- Task to carry out
Please copy, word for word, the line that contains "For a GIS import: Convert" and every line after it through the end of the records, and nothing more.

*** Stored data Section Begins ***

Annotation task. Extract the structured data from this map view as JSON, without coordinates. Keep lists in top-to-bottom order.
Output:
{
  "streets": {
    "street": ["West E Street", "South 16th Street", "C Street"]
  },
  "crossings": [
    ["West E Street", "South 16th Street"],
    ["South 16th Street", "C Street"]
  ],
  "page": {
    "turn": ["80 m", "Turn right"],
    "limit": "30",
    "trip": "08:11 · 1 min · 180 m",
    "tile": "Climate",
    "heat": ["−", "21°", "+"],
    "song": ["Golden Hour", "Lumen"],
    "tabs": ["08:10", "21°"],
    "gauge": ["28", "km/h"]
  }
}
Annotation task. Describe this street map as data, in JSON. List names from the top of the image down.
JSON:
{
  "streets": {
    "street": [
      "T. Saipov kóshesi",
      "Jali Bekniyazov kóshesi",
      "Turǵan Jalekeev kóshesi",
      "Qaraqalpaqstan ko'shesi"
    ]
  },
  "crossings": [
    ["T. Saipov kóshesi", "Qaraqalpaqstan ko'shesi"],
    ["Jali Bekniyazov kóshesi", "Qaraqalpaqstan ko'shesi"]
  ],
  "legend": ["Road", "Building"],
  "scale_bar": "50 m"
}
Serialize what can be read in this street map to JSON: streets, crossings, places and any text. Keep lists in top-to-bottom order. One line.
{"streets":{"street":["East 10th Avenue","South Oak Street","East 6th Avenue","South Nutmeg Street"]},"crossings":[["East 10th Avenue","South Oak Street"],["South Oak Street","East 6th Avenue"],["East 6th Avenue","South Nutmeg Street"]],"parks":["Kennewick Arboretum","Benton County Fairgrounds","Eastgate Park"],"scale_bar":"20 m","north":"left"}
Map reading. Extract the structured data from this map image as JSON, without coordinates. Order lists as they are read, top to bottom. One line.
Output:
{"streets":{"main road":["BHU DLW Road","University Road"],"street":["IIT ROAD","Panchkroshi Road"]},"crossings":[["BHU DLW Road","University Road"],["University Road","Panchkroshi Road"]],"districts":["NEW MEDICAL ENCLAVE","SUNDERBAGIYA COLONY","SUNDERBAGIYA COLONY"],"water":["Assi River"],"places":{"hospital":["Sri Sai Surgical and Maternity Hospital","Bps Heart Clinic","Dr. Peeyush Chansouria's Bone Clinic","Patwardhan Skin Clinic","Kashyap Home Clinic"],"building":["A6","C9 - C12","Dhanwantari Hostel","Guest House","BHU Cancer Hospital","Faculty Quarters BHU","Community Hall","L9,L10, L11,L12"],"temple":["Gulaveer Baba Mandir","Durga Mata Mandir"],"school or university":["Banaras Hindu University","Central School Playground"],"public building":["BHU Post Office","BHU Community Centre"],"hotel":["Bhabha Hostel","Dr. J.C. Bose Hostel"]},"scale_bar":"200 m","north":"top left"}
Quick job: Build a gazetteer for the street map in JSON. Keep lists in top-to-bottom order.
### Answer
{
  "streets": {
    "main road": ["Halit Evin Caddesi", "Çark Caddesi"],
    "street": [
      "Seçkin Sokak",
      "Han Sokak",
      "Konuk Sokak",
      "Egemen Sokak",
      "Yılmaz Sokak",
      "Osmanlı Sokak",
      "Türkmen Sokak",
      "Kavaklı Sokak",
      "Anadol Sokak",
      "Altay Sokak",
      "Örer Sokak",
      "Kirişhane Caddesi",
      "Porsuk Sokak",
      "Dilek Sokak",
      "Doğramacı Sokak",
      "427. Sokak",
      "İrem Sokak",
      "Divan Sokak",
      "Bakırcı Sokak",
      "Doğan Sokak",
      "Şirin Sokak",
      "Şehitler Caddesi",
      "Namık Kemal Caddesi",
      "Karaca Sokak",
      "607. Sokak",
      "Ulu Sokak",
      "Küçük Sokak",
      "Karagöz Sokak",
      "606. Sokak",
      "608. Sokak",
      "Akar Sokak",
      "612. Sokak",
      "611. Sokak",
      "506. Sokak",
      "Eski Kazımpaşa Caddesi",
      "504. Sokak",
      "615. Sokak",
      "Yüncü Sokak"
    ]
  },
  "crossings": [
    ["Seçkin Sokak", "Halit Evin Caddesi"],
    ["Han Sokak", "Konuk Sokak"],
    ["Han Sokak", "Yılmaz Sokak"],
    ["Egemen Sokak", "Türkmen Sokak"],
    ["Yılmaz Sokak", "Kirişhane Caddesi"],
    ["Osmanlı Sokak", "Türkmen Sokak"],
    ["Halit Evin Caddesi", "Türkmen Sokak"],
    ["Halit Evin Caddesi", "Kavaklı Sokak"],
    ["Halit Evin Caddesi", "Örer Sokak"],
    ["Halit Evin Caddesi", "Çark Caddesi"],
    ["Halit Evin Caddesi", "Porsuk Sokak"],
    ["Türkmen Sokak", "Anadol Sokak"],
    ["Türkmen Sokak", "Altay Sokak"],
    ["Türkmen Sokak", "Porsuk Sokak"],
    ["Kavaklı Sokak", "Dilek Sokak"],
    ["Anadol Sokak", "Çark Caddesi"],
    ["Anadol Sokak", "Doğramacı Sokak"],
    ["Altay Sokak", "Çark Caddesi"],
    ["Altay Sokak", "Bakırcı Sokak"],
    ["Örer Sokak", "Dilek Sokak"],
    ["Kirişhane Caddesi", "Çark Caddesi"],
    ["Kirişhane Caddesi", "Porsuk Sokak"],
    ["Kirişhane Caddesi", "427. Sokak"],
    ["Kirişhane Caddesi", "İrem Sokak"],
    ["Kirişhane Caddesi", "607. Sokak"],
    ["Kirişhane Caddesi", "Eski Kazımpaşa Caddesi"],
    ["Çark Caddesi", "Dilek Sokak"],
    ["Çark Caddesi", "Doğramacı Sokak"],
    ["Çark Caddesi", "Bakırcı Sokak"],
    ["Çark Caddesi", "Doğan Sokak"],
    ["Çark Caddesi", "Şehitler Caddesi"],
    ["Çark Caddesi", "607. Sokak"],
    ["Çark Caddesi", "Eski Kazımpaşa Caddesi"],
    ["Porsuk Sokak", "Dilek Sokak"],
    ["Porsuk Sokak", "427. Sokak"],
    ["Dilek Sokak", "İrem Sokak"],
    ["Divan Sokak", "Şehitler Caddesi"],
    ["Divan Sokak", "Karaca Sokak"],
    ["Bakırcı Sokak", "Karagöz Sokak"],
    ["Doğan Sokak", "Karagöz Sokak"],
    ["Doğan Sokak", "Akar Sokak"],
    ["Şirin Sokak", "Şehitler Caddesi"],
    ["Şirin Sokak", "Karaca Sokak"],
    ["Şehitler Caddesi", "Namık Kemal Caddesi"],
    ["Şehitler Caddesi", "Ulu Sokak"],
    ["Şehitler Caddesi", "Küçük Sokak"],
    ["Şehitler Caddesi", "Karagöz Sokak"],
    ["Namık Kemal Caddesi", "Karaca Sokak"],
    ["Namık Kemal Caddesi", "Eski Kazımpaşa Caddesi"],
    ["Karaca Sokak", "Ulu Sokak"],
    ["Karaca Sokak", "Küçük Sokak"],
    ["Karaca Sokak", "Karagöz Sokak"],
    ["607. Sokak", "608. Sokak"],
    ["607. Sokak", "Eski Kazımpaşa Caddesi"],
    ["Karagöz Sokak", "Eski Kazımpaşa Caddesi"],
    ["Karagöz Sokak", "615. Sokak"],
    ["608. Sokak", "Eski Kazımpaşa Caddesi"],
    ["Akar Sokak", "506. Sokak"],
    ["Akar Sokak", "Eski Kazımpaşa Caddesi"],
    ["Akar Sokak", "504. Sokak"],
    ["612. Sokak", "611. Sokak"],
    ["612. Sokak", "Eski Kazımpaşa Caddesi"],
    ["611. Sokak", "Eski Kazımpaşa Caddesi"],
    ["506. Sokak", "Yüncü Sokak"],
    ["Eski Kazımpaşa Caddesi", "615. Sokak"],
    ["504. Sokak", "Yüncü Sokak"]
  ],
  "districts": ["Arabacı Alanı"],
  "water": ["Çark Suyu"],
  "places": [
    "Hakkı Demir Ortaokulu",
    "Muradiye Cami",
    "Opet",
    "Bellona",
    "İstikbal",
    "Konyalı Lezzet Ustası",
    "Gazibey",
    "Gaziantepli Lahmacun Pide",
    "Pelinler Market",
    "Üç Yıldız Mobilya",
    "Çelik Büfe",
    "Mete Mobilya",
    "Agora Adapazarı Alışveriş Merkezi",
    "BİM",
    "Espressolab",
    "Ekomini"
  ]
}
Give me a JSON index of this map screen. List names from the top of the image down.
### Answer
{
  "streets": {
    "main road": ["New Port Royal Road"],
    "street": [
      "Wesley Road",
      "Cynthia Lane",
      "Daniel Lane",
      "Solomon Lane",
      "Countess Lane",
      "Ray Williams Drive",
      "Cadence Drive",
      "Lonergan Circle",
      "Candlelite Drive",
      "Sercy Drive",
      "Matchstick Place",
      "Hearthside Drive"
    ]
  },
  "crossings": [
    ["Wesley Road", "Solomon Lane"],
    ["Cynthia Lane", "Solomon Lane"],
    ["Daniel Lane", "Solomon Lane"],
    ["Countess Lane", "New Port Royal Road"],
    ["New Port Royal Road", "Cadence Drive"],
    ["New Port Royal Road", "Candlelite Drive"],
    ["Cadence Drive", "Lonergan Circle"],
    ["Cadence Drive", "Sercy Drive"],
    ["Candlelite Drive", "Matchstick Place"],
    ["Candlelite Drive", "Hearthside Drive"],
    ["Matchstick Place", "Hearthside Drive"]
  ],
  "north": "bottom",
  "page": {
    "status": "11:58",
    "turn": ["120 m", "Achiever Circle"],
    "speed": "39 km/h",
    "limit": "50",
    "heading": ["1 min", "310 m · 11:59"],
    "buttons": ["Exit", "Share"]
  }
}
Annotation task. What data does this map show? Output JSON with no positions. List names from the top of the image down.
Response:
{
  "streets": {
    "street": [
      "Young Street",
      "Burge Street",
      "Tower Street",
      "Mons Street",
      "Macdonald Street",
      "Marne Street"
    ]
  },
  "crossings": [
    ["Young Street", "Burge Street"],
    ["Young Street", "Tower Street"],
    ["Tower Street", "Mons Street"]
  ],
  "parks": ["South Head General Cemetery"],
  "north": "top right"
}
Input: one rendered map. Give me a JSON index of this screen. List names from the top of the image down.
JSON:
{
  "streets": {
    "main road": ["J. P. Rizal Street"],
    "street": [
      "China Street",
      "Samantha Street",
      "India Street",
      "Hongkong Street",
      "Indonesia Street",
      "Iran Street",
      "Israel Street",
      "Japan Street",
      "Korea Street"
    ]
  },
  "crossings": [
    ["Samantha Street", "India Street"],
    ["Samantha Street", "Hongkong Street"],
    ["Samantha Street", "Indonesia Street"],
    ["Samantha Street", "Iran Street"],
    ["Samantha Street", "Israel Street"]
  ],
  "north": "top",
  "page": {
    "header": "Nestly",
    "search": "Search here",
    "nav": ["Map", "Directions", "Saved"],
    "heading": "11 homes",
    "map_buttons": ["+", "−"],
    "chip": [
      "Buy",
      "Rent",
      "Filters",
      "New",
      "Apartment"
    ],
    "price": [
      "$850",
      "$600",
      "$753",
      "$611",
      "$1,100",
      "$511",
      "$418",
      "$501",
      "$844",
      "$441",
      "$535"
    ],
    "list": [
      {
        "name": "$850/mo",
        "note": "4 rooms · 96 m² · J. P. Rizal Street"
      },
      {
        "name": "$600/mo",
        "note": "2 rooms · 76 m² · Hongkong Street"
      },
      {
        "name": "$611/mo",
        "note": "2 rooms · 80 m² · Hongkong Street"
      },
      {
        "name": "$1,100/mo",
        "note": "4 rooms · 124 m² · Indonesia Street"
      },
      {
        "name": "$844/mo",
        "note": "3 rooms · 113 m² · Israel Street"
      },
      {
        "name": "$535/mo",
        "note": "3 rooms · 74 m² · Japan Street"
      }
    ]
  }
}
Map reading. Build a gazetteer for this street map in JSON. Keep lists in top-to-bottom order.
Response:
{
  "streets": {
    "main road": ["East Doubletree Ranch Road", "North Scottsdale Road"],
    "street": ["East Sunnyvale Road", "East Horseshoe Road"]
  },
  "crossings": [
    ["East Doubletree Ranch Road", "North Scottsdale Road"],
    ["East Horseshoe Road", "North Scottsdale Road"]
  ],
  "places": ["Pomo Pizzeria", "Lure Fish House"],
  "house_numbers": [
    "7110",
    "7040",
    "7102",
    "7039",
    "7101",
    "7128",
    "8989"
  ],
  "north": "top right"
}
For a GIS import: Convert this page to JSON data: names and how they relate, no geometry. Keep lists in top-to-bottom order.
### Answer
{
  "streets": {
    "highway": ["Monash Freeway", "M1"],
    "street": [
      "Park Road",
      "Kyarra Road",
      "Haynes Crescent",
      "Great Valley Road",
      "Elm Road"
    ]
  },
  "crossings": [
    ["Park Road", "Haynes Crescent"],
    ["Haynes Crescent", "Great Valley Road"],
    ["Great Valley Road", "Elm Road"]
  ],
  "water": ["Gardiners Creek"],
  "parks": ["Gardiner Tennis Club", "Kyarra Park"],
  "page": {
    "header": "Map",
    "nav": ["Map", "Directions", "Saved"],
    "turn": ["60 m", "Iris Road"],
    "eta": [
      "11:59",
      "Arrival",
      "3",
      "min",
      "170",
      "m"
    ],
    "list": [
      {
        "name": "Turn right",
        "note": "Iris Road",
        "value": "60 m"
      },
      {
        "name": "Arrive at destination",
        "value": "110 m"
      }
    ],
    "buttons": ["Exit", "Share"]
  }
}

*** Stored data Section Ends ***

- Completed task
For a GIS import: Convert this page to JSON data: names and how they relate, no geometry. Keep lists in top-to-bottom order.
### Answer
{
  "streets": {
    "highway": ["Monash Freeway", "M1"],
    "street": [
      "Park Road",
      "Kyarra Road",
      "Haynes Crescent",
      "Great Valley Road",
      "Elm Road"
    ]
  },
  "crossings": [
    ["Park Road", "Haynes Crescent"],
    ["Haynes Crescent", "Great Valley Road"],
    ["Great Valley Road", "Elm Road"]
  ],
  "water": ["Gardiners Creek"],
  "parks": ["Gardiner Tennis Club", "Kyarra Park"],
  "page": {
    "header": "Map",
    "nav": ["Map", "Directions", "Saved"],
    "turn": ["60 m", "Iris Road"],
    "eta": [
      "11:59",
      "Arrival",
      "3",
      "min",
      "170",
      "m"
    ],
    "list": [
      {
        "name": "Turn right",
        "note": "Iris Road",
        "value": "60 m"
      },
      {
        "name": "Arrive at destination",
        "value": "110 m"
      }
    ],
    "buttons": ["Exit", "Share"]
  }
}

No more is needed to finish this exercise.